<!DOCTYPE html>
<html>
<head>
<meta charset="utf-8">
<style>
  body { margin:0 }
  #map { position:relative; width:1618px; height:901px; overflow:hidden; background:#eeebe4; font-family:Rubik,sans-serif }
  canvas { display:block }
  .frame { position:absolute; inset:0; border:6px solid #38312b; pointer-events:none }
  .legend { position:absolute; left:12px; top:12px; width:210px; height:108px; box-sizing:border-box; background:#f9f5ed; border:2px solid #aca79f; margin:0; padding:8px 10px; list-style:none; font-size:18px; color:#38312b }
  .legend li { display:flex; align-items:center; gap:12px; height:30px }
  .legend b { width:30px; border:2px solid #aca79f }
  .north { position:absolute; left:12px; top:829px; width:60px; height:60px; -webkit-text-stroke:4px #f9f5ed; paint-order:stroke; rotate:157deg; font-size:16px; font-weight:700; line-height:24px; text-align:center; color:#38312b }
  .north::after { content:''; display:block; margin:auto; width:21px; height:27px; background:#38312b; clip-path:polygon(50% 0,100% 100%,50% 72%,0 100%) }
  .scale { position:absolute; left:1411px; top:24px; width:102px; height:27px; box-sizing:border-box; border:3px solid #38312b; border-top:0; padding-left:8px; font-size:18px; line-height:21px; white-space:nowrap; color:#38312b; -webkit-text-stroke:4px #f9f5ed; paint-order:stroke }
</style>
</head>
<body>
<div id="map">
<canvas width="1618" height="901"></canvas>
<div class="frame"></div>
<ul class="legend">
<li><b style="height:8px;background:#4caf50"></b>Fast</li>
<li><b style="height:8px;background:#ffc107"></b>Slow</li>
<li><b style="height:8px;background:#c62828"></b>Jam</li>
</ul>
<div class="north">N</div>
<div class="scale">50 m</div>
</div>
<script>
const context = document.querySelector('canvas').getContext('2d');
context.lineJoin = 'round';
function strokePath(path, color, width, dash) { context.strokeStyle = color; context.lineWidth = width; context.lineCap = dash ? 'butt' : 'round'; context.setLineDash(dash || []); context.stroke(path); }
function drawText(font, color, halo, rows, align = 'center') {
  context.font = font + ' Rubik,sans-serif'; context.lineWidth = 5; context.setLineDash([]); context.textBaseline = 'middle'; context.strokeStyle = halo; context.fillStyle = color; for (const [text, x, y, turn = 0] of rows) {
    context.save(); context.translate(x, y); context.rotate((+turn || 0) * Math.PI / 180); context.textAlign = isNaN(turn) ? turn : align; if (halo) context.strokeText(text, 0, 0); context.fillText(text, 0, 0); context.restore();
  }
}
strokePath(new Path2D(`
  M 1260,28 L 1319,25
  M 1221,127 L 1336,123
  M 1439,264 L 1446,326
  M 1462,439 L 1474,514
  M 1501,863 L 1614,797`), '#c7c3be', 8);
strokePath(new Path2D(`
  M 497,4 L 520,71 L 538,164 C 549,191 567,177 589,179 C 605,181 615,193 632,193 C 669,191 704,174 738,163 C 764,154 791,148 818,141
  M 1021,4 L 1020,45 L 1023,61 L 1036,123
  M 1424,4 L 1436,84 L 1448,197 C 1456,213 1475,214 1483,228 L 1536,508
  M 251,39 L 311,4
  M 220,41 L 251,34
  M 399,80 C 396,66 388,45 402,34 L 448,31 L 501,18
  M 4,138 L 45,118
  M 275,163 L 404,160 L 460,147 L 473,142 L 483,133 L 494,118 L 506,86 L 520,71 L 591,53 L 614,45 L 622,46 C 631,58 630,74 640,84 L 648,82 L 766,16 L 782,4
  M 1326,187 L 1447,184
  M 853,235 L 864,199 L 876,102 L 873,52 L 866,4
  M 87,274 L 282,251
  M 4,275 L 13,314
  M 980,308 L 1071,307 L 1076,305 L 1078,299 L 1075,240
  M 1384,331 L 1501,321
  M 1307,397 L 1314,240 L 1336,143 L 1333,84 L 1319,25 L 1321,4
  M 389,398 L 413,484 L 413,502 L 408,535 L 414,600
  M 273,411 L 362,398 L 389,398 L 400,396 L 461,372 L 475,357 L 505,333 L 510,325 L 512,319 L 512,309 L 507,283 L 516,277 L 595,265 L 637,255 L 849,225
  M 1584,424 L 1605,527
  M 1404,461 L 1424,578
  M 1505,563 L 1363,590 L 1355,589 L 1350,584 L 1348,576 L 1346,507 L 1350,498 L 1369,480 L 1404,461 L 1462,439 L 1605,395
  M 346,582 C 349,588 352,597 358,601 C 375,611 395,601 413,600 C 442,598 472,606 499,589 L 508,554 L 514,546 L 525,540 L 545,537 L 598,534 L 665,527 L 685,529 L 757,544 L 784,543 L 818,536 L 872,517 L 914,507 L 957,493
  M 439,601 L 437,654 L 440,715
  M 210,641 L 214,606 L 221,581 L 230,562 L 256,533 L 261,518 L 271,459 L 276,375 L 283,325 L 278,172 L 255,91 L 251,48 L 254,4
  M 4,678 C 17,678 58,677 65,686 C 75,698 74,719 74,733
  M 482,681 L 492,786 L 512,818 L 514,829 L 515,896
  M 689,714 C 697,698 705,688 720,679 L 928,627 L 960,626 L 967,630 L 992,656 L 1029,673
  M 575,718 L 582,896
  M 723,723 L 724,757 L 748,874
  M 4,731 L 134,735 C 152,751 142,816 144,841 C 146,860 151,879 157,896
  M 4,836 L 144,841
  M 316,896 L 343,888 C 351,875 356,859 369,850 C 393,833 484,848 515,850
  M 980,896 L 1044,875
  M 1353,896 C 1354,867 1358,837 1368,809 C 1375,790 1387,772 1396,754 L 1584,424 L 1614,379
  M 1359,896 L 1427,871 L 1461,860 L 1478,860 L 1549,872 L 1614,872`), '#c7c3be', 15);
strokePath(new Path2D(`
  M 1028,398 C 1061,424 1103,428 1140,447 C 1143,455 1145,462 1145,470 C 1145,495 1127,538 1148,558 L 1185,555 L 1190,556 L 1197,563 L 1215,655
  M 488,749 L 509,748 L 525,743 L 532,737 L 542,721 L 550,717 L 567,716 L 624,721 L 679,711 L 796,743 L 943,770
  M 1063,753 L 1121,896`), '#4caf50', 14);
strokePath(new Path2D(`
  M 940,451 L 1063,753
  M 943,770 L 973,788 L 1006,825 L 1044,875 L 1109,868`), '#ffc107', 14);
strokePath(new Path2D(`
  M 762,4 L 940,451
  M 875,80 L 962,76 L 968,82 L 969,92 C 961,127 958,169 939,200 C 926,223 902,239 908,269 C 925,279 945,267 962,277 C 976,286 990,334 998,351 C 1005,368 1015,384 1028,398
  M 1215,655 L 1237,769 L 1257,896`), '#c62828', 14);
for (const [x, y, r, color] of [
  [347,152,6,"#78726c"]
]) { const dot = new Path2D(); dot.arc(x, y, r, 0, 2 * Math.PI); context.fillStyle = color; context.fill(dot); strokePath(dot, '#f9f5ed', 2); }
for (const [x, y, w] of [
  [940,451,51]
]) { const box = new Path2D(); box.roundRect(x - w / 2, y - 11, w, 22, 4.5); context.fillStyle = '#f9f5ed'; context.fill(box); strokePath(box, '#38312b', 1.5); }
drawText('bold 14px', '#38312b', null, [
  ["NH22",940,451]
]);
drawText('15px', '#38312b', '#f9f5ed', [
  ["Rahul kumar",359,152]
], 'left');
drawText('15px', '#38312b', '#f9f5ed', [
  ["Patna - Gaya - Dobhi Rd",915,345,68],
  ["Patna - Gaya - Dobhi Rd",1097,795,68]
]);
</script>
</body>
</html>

━━━━━━━━━━━━━━━━━━━━━━━━━━━━━━

## Problem to solve
The answer must consist of every line above that contains the word "turn".

## Completed task
  context.font = font + ' Rubik,sans-serif'; context.lineWidth = 5; context.setLineDash([]); context.textBaseline = 'middle'; context.strokeStyle = halo; context.fillStyle = color; for (const [text, x, y, turn = 0] of rows) {
    context.save(); context.translate(x, y); context.rotate((+turn || 0) * Math.PI / 180); context.textAlign = isNaN(turn) ? turn : align; if (halo) context.strokeText(text, 0, 0); context.fillText(text, 0, 0); context.restore();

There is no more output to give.